# Alice



## Ruthanne (Aug 19, 2020)

Alice passed away tonight.  She is now with her love Danny Boy.  Sweetest bird I ever had.  She will be missed by her best friend Jasmine bird, Suzy and I.  She spent her last day listening to music.  RIP Alice bird.  I don't want to talk about it.


----------



## MarciKS (Aug 19, 2020)




----------



## Ruthanne (Aug 19, 2020)

MarciKS said:


> View attachment 118849


Thank you Marci.  She was the sweetest bird I ever had.


----------



## MarciKS (Aug 19, 2020)

Ruthanne said:


> Thank you Marci.  She was the sweetest bird I ever had.
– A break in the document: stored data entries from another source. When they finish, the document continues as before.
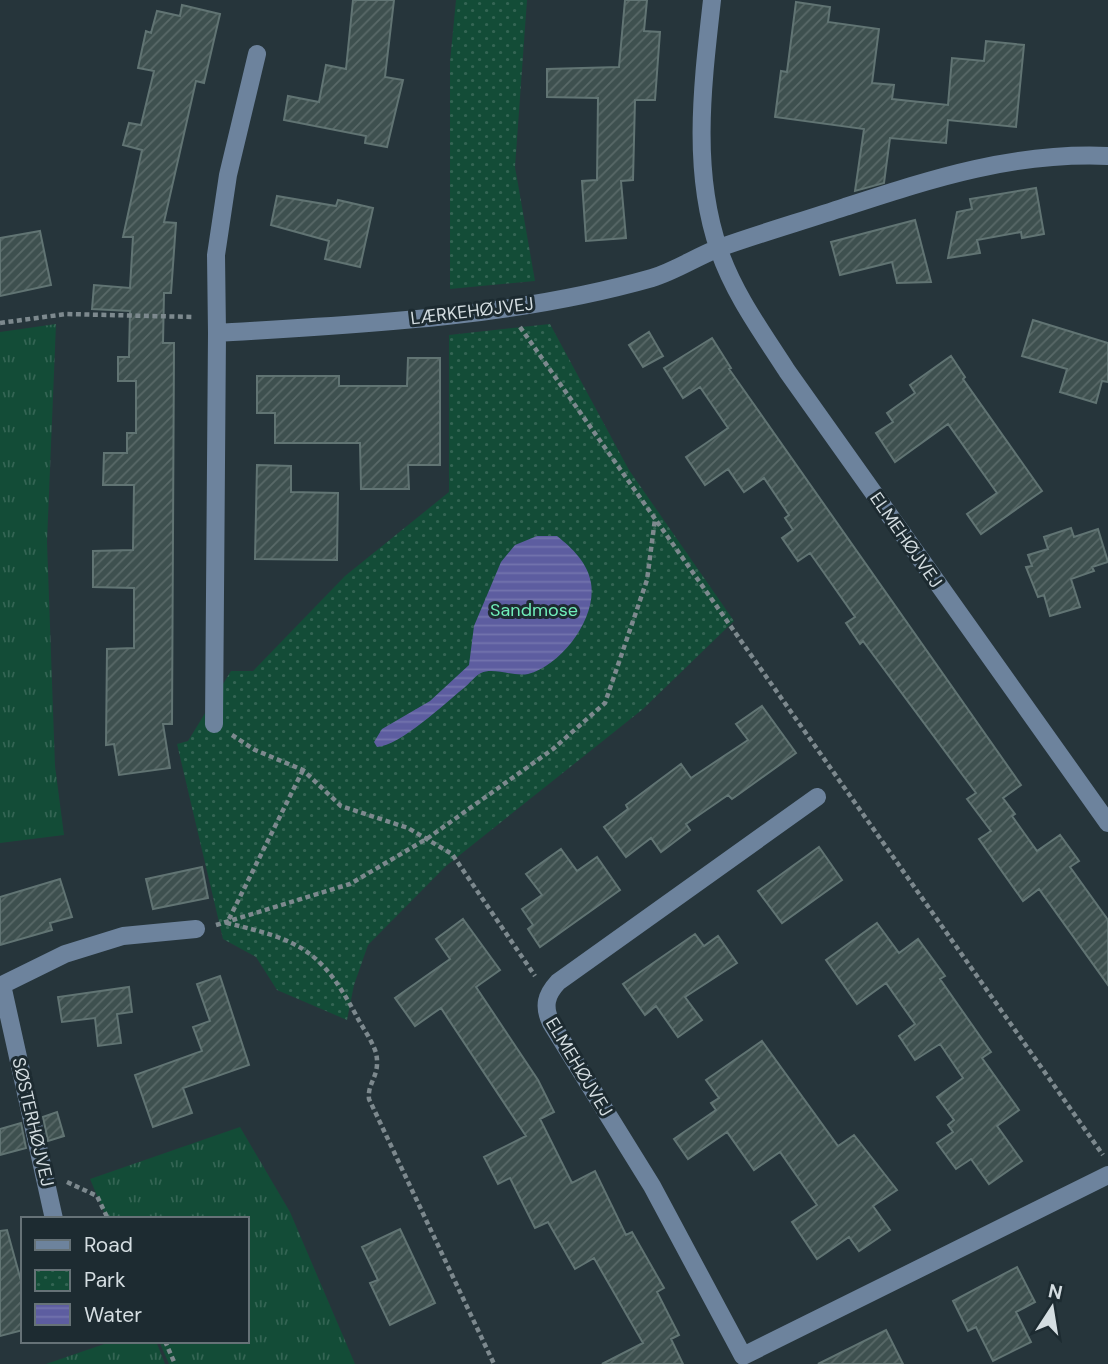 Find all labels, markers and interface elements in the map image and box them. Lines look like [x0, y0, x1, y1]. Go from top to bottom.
street label: LÆRKEHØJVEJ [409, 292, 535, 330]
street label: ELMEHØJVEJ [864, 487, 948, 593]
park label: Sandmose [490, 598, 578, 622]
street label: ELMEHØJVEJ [540, 1013, 618, 1121]
street label: SØSTERHØJVEJ [6, 1055, 60, 1189]
legend [21, 1217, 248, 1343]
text: Road [84, 1231, 133, 1259]
text: Park [84, 1266, 126, 1294]
north arrow [1017, 1273, 1087, 1343]
text: N [1046, 1278, 1065, 1306]
text: Water [84, 1301, 142, 1329]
well if you need to talk let me know. take it easy sweet lady.


----------



## Ceege (Aug 19, 2020)

I'm so sorry, Ruthanne.


----------



## Ruthanne (Aug 19, 2020)

Ceege said:


> I'm so sorry, Ruthanne.
> View attachment 118855


Thank you.


----------



## Pecos (Aug 19, 2020)

I am very sorry to hear of your loss.


----------



## Ruthanne (Aug 19, 2020)

Pecos said:


> I am very sorry to hear of your loss.


Thank you.


----------



## Devi (Aug 19, 2020)

I too am sorry for your loss.


----------



## SeaBreeze (Aug 19, 2020)

Ruth, very sorry to hear your sad news, may Alice rest peacefully.


----------



## Ruthanne (Aug 19, 2020)

Devi said:


> I too am sorry for your loss.


Thank you


----------



## Ruthanne (Aug 19, 2020)

SeaBreeze said:


> Ruth, very sorry to hear your sad news, may Alice rest peacefully.


Thank you


----------



## Aunt Marg (Aug 19, 2020)

Hugs to you, Ruthanne.


----------



## deesierra (Aug 19, 2020)

I'm so sorry


----------



## PamfromTx (Aug 20, 2020)

I too am sorry for your loss.


----------



## peramangkelder (Aug 20, 2020)

You must have been very close @Ruthanne


----------



## Ruthanne (Aug 20, 2020)

peramangkelder said:


> View attachment 118863
> You must have been very close @Ruthanne


thank you


----------



## Ruthanne (Aug 20, 2020)

pamelasmithwick said:


> I too am sorry for your loss.


Thank you


----------



## Ruthanne (Aug 20, 2020)

deesierra said:


> I'm so sorry


Thank you


----------



## Ruthanne (Aug 20, 2020)

We'll be having a celebration of Alice's life later today.  Flute music for comforting.


----------



## Ken N Tx (Aug 20, 2020)

Sorry to hear of your loss.


----------



## old medic (Aug 20, 2020)

They do become family... Hugs to ya


----------



## Pepper (Aug 20, 2020)

I had many parakeets as a kid.  They were such fun, lovable, each with a unique personality.  I loved each one so much.
(((Ruthanne)))
So sorry for your loss.


----------



## twinkles (Aug 20, 2020)

ruthanne--i am so sorry about your bird


----------



## katlupe (Aug 20, 2020)

I am so sorry, Ruth.


----------



## Pinky (Aug 20, 2020)

Sending hugs your way, Ruth.


----------



## SeaBreeze (Aug 20, 2020)

Ruthanne said:


> We'll be having a celebration of Alice's life later today.  Flute music for comforting.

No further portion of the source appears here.